Find out how many lines in the records have the string "above" in them, and state only that number.

---- Data for this task

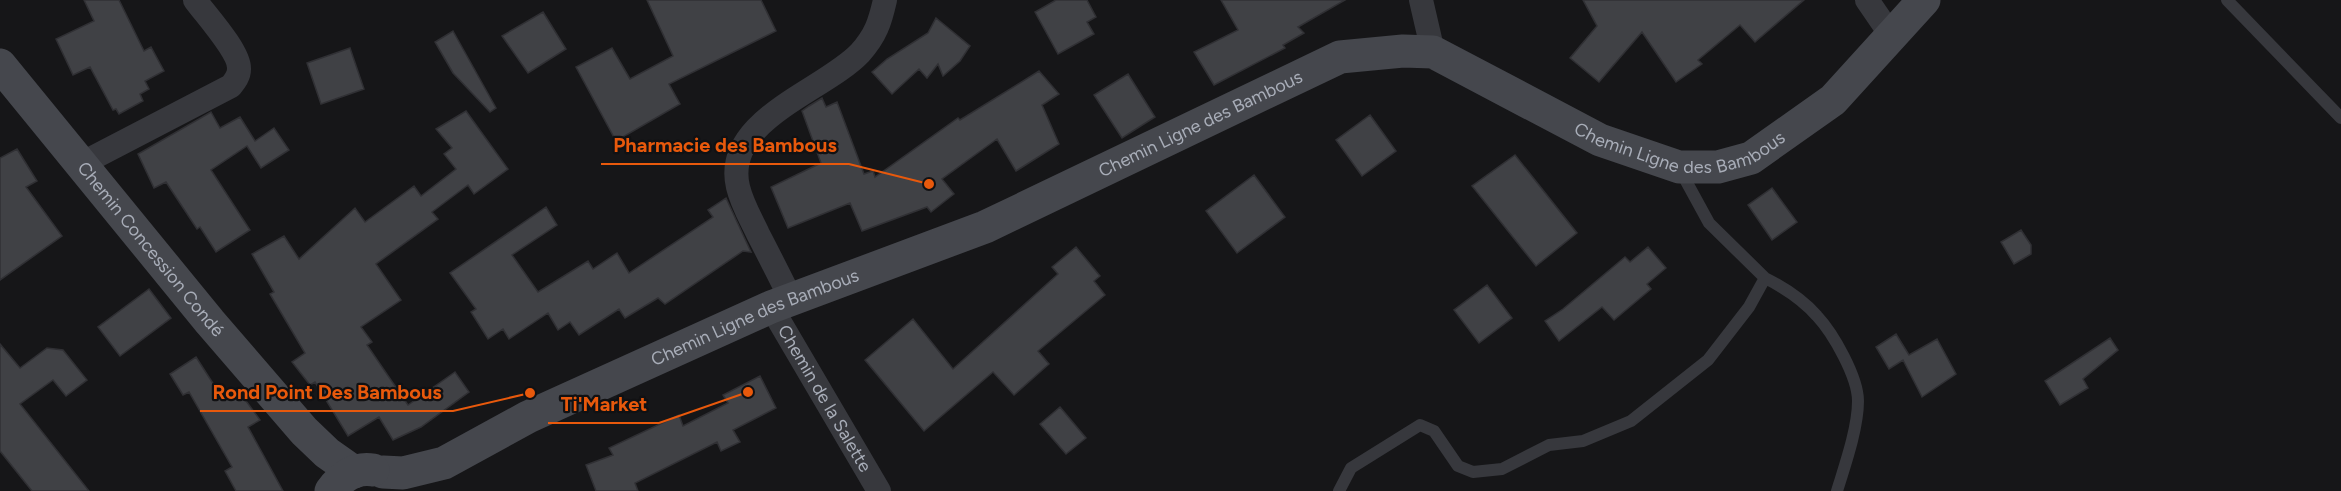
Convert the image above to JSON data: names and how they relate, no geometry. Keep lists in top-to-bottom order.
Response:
{
  "streets": {
    "main road": ["Chemin Ligne des Bambous", "Chemin Concession Condé"],
    "street": ["Chemin de la Salette"]
  },
  "crossings": [
    ["Chemin Ligne des Bambous", "Chemin Concession Condé"],
    ["Chemin Ligne des Bambous", "Chemin de la Salette"]
  ],
  "places": ["Pharmacie des Bambous", "Ti'Market", "Rond Point Des Bambous"]
}
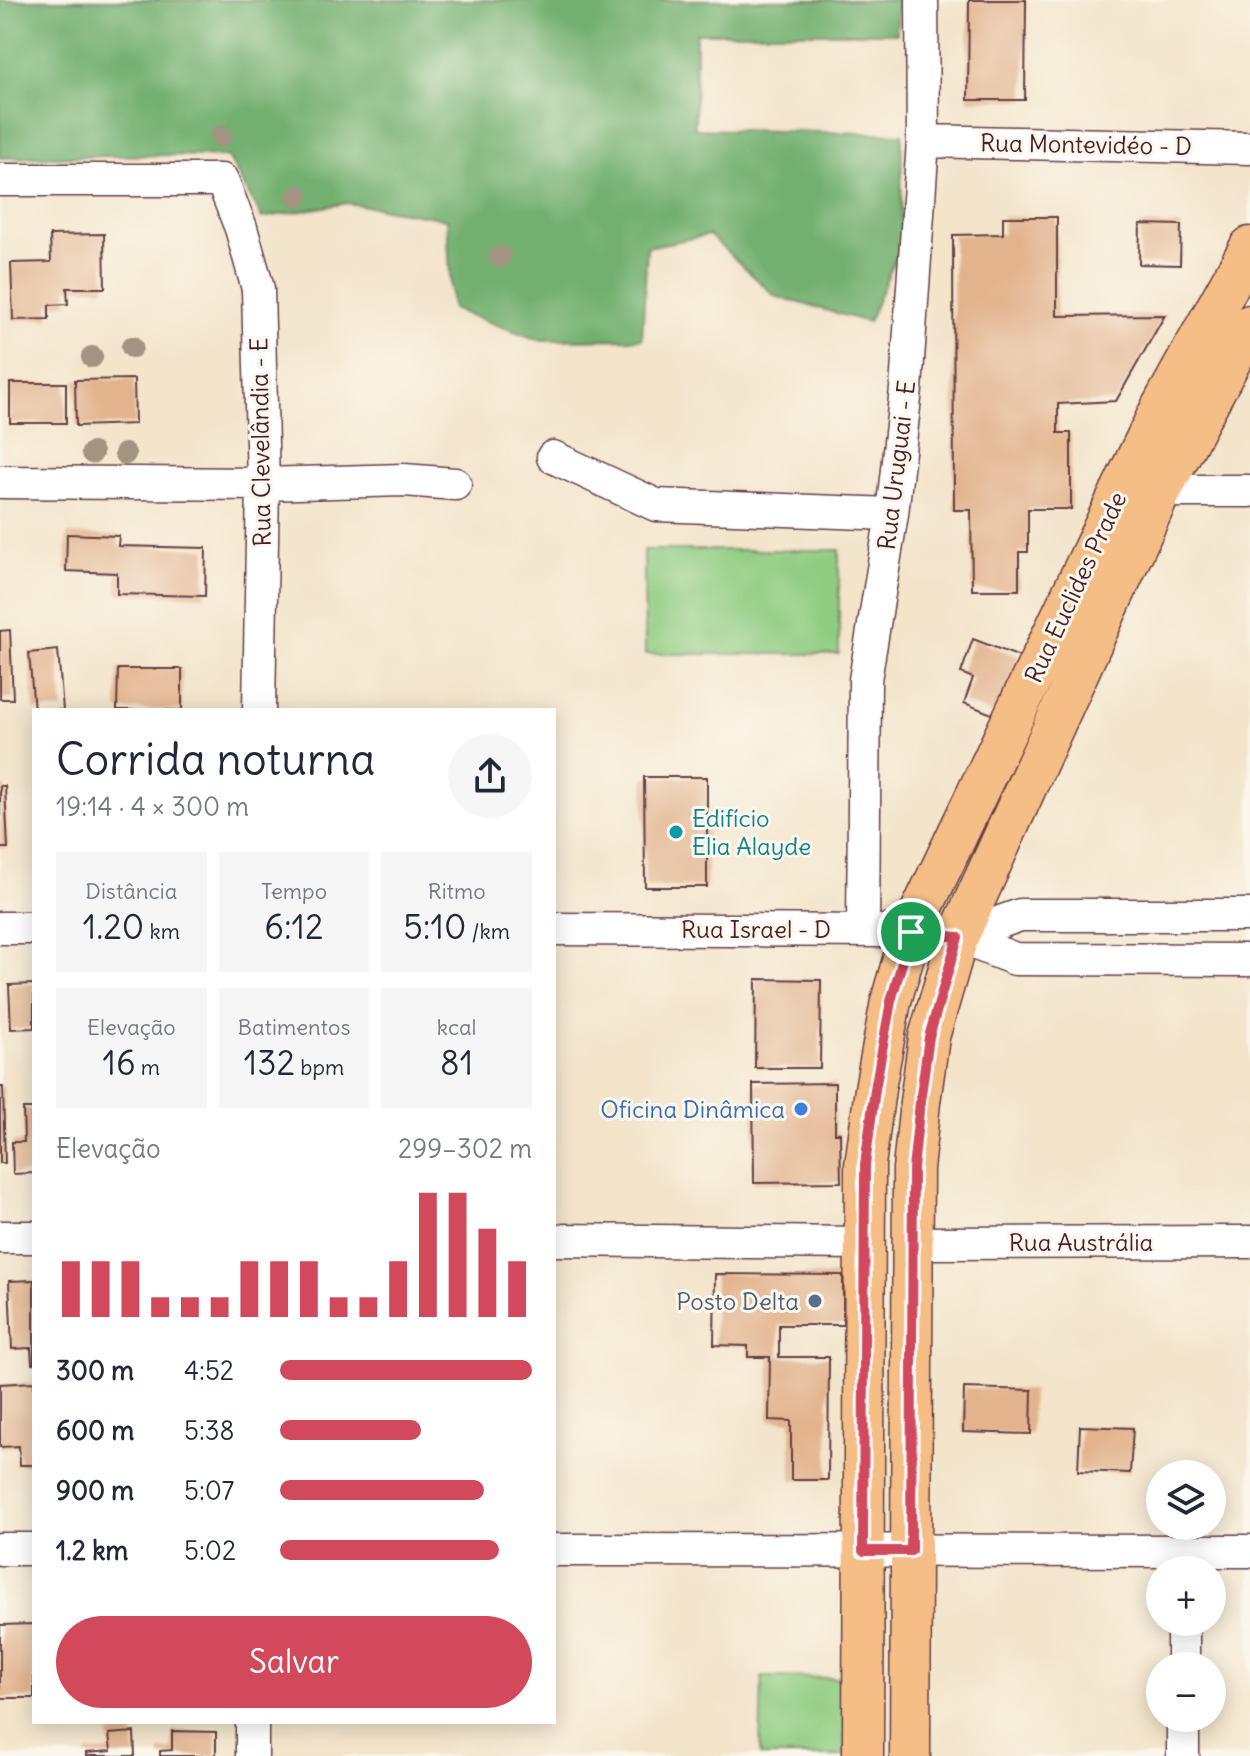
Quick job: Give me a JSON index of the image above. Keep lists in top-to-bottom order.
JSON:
{
  "streets": {
    "main road": ["Rua Euclides Prade"],
    "street": [
      "Rua Montevidéo - D",
      "Rua Clevelândia - E",
      "Rua Uruguai - E",
      "Rua Israel - D",
      "Rua Austrália"
    ]
  },
  "crossings": [
    ["Rua Montevidéo - D", "Rua Uruguai - E"],
    ["Rua Uruguai - E", "Rua Israel - D"],
    ["Rua Euclides Prade", "Rua Israel - D"]
  ],
  "places": ["Edifício Elia Alayde", "Oficina Dinâmica", "Posto Delta"],
  "page": {
    "heading": ["Corrida noturna", "19:14 · 4 × 300 m"],
    "stats": [
      ["Distância", "1.20 km"],
      ["Tempo", "6:12"],
      ["Ritmo", "5:10 /km"],
      ["Elevação", "16 m"],
      ["Batimentos", "132 bpm"],
      ["kcal", "81"]
    ],
    "chart": ["Elevação", "299–302 m"],
    "list": [
      {
        "name": "300 m",
        "note": "4:52"
      },
      {
        "name": "600 m",
        "note": "5:38"
      },
      {
        "name": "900 m",
        "note": "5:07"
      },
      {
        "name": "1.2 km",
        "note": "5:02"
      }
    ],
    "map_buttons": ["+", "−"],
    "buttons": "Salvar"
  }
}
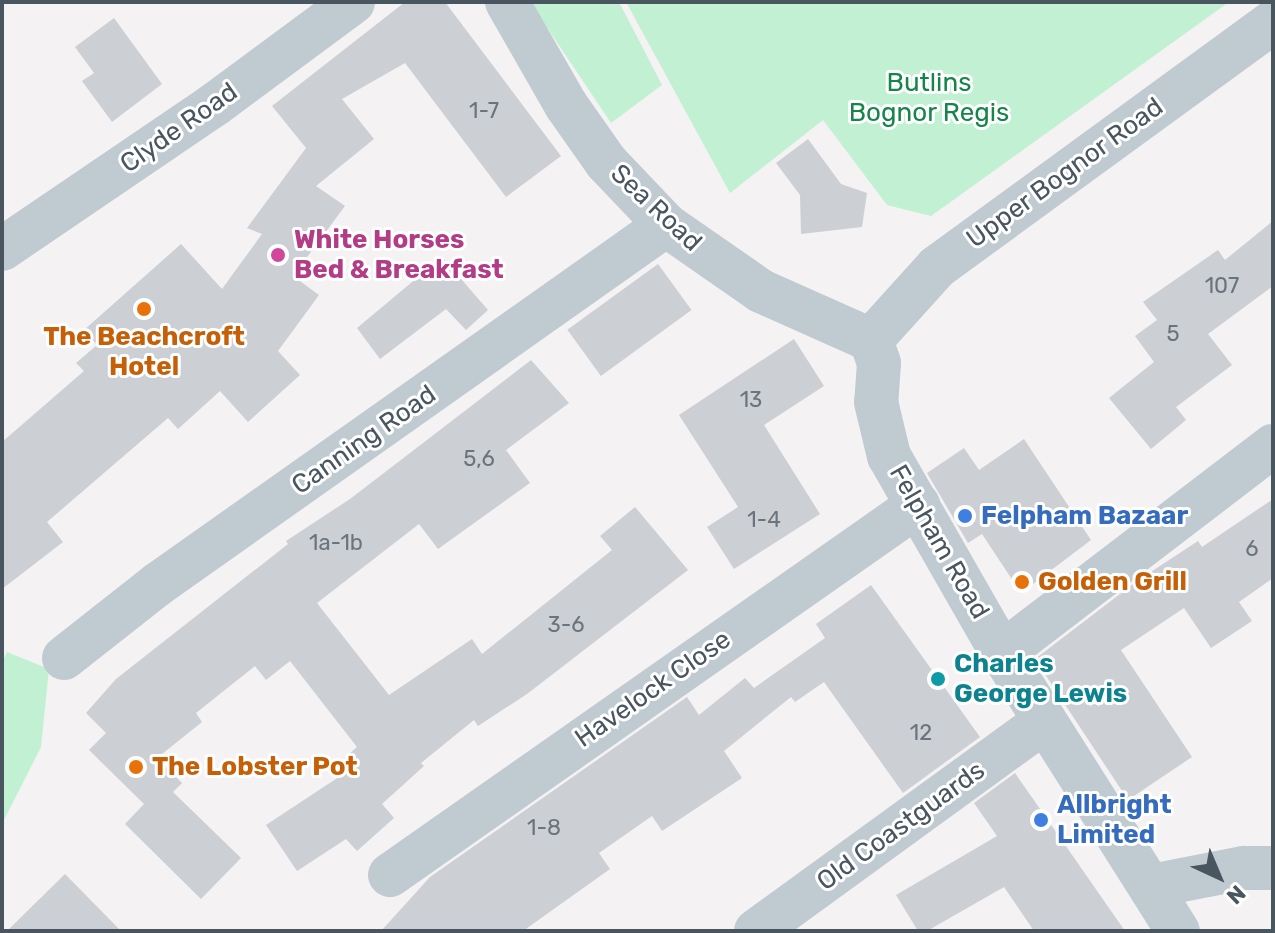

--------

**Answer to this exercise:** 2